#### Exercise prompt
Show all lines containing "icon" from the data below.

Saved data entries:
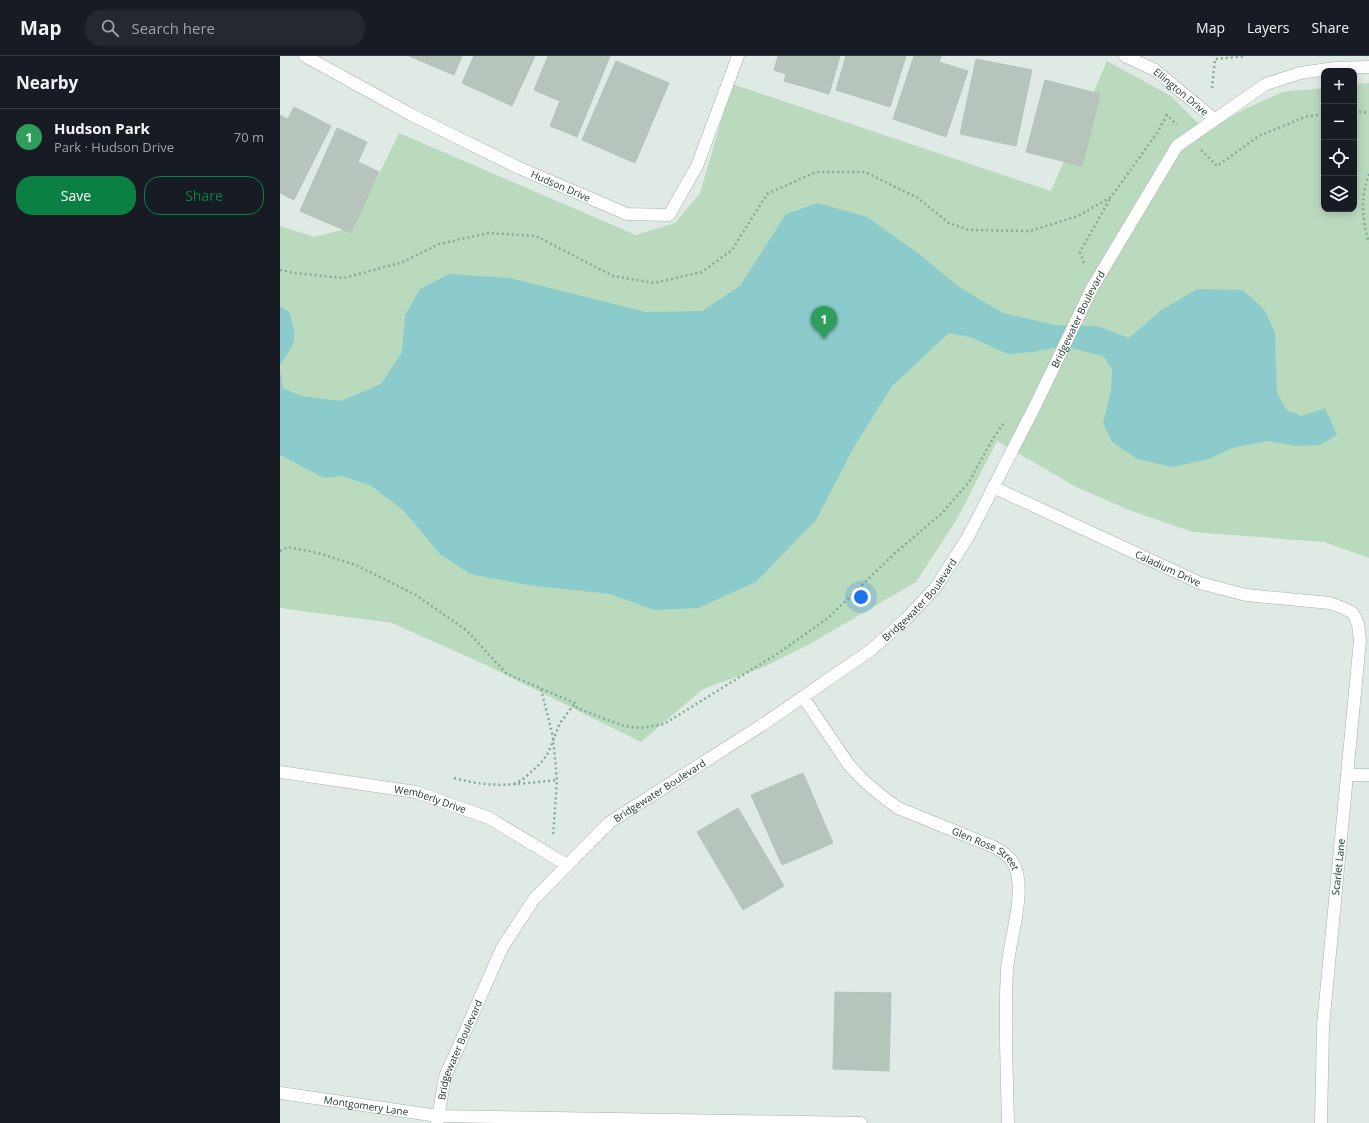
<!DOCTYPE html>
<meta charset="utf-8">
<style>
body{margin:0;font-family:"Open Sans",sans-serif;background:#242831;color:#f1f3f6}
.controls{position:absolute;right:12px;top:12px;display:grid;overflow:hidden;border-radius:8px;box-shadow:0 2px 10px #0003}
.controls button{width:36px;height:36px;display:grid;place-items:center;padding:0;border:0;border-bottom:1px solid #363941;background:#171b24;color:#f1f3f6;font:20px sans-serif}
.you{position:absolute;left:581px;top:541px;width:14px;height:14px;margin:-10px;border:3px solid #fff;border-radius:50%;background:#1a73e8;box-shadow:0 0 0 6px #1a73e833}
.badge{display:grid;place-items:center;width:26px;height:26px;border-radius:50%;background:#0b8043;color:#fff;font-size:13px;font-weight:700}
.pin{position:absolute;translate:-50% -33px;filter:drop-shadow(0 1px 2px #0008)}
.pin::after{content:'';position:absolute;top:21px;width:14px;height:12px;background:inherit;clip-path:polygon(0 0,100% 0,50% 100%)}
.list{margin:0;padding:0;list-style:none}
h2{display:flex;justify-content:space-between;align-items:center;height:52px;margin:0;padding:0 16px;font-size:17px}
h2 small{font-size:13px;font-weight:400;color:#9ea1a6}
.list li{display:grid;grid-template-columns:26px 1fr auto;gap:12px;align-items:center;box-sizing:border-box;height:56px;padding:0 16px;border-top:1px solid #363941}
.list b{display:block;font-size:15px;white-space:nowrap}
.list p{margin:0;font-size:13px;white-space:nowrap;color:#9ea1a6}
.list em{font-size:13px;font-style:normal;color:#9ea1a6}
.actions{display:flex;gap:8px;padding:12px 16px}
.actions a{flex:1;padding:9px 0;border:1px solid #0b8043;border-radius:16px;text-align:center;font-size:14px;color:#0b8043}
.actions .main{background:#0b8043;color:#fff}
.icon{flex:none;width:22px;height:22px;fill:none;stroke:currentColor;stroke-width:2;stroke-linecap:round;stroke-linejoin:round}
.map{position:relative;flex:none;width:1089px;height:1067px;overflow:hidden}
header{display:flex;align-items:center;gap:24px;box-sizing:border-box;height:56px;padding:0 20px;background:#171b24;border-bottom:1px solid #363941}
header strong{font-size:19px}
nav{display:flex;gap:22px;margin-inline-start:auto;font-size:14px}
.search{width:280px;height:36px;background:#242831;display:flex;align-items:center;gap:10px;box-sizing:border-box;padding:0 14px;border-radius:16px;color:#9ea1a6;font-size:15px}
main{display:flex}
aside{flex:1;background:#171b24}
.map>svg:first-child{display:block}
.green{fill:#badabe}
.water{fill:#8bcbcb}
.building{fill:#b6c4bc;stroke:#b3c3ba}
.lines{fill:none;stroke-linecap:round;stroke-linejoin:round}
.minor-casing{stroke:#a3b1aa;stroke-width:13}
.tertiary-casing{stroke:#a3b1aa;stroke-width:13}
.path{stroke:#83ab98;stroke-width:2.5;stroke-dasharray:2 3;stroke-linecap:butt}
.minor{stroke:#fff;stroke-width:12}
.tertiary{stroke:#fff;stroke-width:12}
.labels{text-anchor:middle;stroke-width:3;stroke-linejoin:round;paint-order:stroke}
.street-label{font-size:10px;fill:#22392f;stroke:#f0f7f2}
</style>
<header>
<strong>Map</strong>
<div class="search"><svg class="icon" aria-label="search" viewBox="0 0 24 24"><circle cx="10" cy="10" r="6"/><path d="M15 15l6 6"/></svg>Search here</div>
<nav><a>Map</a><a>Layers</a><a>Share</a></nav>
</header>
<main>
<aside>
<h2>Nearby<small></small></h2>
<ul class="list">
<li><span class="badge" style="background:#2e9e5b">1</span><div><b>Hudson Park</b><p>Park · Hudson Drive</p></div><em>70 m</em></li>
</ul>
<div class="actions"><a class="main">Save</a><a>Share</a></div>
</aside>
<div class="map">
<svg width="1089" height="1067" viewBox="0 0 1089 1067">
<rect width="100%" height="100%" fill="#e0eae4"/>
<path class="green" d="M827 5 891 40 922 71 900 88 969 51 1002 36 1044 32V153H1074V28L1089 27V502L1044 486 913 476 849 454 796 431 717 385 677 463 636 526 528 589 486 610 423 633 361 686 206 609 112 567 0 552V170L34 181 73 171 119 77 356 179 395 167 420 137 452 28 771 135Z"/>
<path class="water" d="M538 147 587 161 639 198 679 231 723 257 775 269 817 270 849 282 880 255 917 233 963 234 984 253 995 277 997 336 1006 354 1022 360 1045 352 1057 379 1040 389 1017 390 988 385 952 392 929 403 893 411 857 403 832 386 823 367 831 335 832 313 823 300 783 290 753 296 728 298 690 281 669 277 612 330 574 391 536 464 476 526 418 552 374 554 330 538 248 529 190 518 160 498 124 455 90 429 61 420 44 422 0 399V313L3 332 21 340 61 345 101 328 122 296 125 259 140 233 169 218 230 222 366 256 422 255 460 230 506 158Z
M0 250 9 256C18 283 16 286 0 309Z"/>
<path class="building" d="M129 0H182L174 19Z
M194 0H255L232 50 182 27Z
M268 0H330L297 81 270 70 280 45 254 34Z
M498 0H560L549 38 504 25 506 18 494 14Z
M566 0H626L610 51 556 34Z
M634 0H661L659 6 688 15 666 81 613 63Z
M696 3 752 14 736 90 680 78Z
M336 5 389 27 355 107 302 84Z
M765 24 820 38 802 110 746 96Z
M14 51 51 70 14 144 0 137V59L8 63Z
M57 72 87 86 78 106 99 116 71 177 20 155Z
M523 717 553 787 502 809 471 739Z
M458 752 504 830 463 854 417 776Z
M555 936 611 937 609 1015 553 1013Z"/>
<g class="lines">
<g class="minor-casing">
<g id="minor">
<path id="s1" d="M25 0 130 58 237 111 347 158 389 159 417 110 458 0"/>
<path id="s2" d="M845 0 875 14 934 63"/>
<path id="s3" d="M713 431 920 527 966 539 1050 547 1063 552 1073 557 1078 568 1080 584 1043 970 1041 1067"/>
<path id="s4" d="M523 641 569 709 583 724 603 741 618 752 714 791C729 799 736 806 738 823 742 848 729 888 727 914 724 965 727 1016 728 1067"/>
<path id="s5" d="M0 716 136 736 209 762 287 809"/>
<path d="M1067 719H1089"/>
<path id="s6" d="M0 1037 158 1060 581 1067"/>
</g>
</g>
<g class="tertiary-casing">
<g id="tertiary">
<path id="s7" d="M157 1067 165 1021 222 892 254 843 330 766 482 669 591 594 626 563 656 531 688 481 756 348 812 232 897 90 986 28 1020 17 1055 12 1089 11"/>
</g>
</g>
<path class="path" d="M932 32 935 3 966 0
M1074 55 1089 57
M921 94 937 110 979 80 1025 61 1044 58
M1089 118C1080 143 1082 161 1089 187
M804 207 800 196 831 141
M0 214 15 217 64 222 123 206 159 188 208 177 256 180 333 220 374 227 422 216 452 194 487 138 536 116H585L638 142 669 167 689 174 750 175 798 160 831 141 877 77 887 59 897 69
M0 495 8 491 38 497 76 509 136 539 186 574 227 618 295 647 297 652 344 670 361 672 384 668 500 596 548 562 615 497 662 457 689 426 712 384 725 365
M261 633 273 681 277 724 273 780
M174 722C214 733 237 728 277 724
M234 728 242 724 261 707 268 697 280 667 295 647"/>
<use href="#minor" class="minor"/>
<use href="#tertiary" class="tertiary"/>
</g>
<g class="labels">
<g class="street-label">
<text dy="4" stroke="none"><textPath href="#s2" startOffset="67">Ellington Drive</textPath></text>
<text dy="4" stroke="none"><textPath href="#s1" startOffset="287">Hudson Drive</textPath></text>
<text dy="4" stroke="none"><textPath href="#s7" startOffset="1061">Bridgewater Boulevard</textPath></text>
<text dy="4" stroke="none"><textPath href="#s3" startOffset="193">Caladium Drive</textPath></text>
<text dy="4" stroke="none"><textPath href="#s7" startOffset="737">Bridgewater Boulevard</textPath></text>
<text dy="4" stroke="none"><textPath href="#s7" startOffset="413">Bridgewater Boulevard</textPath></text>
<text dy="4" stroke="none"><textPath href="#s5" startOffset="153">Wemberly Drive</textPath></text>
<text dy="4" stroke="none"><textPath href="#s4" startOffset="245">Glen Rose Street</textPath></text>
<text transform="translate(1058 811) rotate(-84)" y="4">Scarlet Lane</text>
<text dy="4" stroke="none"><textPath href="#s7" startOffset="77">Bridgewater Boulevard</textPath></text>
<text dy="4" stroke="none"><textPath href="#s6" startOffset="87">Montgomery Lane</textPath></text>
</g>
</g>
</svg>
<div class="controls">
<button>+</button>
<button>−</button>
<button><svg class="icon" aria-label="locate" viewBox="0 0 24 24"><circle cx="12" cy="12" r="6"/><path d="M12 2v4M12 18v4M2 12h4M18 12h4"/></svg></button>
<button><svg class="icon" aria-label="layers" viewBox="0 0 24 24"><path d="M12 4l9 5-9 5-9-5zM3 14l9 5 9-5"/></svg></button>
</div>
<div class="you"></div>
<div class="pin badge" style="left:544px;top:283px;background:#2e9e5b">1</div>
</div>
</main>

#### Your solution
.icon{flex:none;width:22px;height:22px;fill:none;stroke:currentColor;stroke-width:2;stroke-linecap:round;stroke-linejoin:round}
<div class="search"><svg class="icon" aria-label="search" viewBox="0 0 24 24"><circle cx="10" cy="10" r="6"/><path d="M15 15l6 6"/></svg>Search here</div>
<button><svg class="icon" aria-label="locate" viewBox="0 0 24 24"><circle cx="12" cy="12" r="6"/><path d="M12 2v4M12 18v4M2 12h4M18 12h4"/></svg></button>
<button><svg class="icon" aria-label="layers" viewBox="0 0 24 24"><path d="M12 4l9 5-9 5-9-5zM3 14l9 5 9-5"/></svg></button>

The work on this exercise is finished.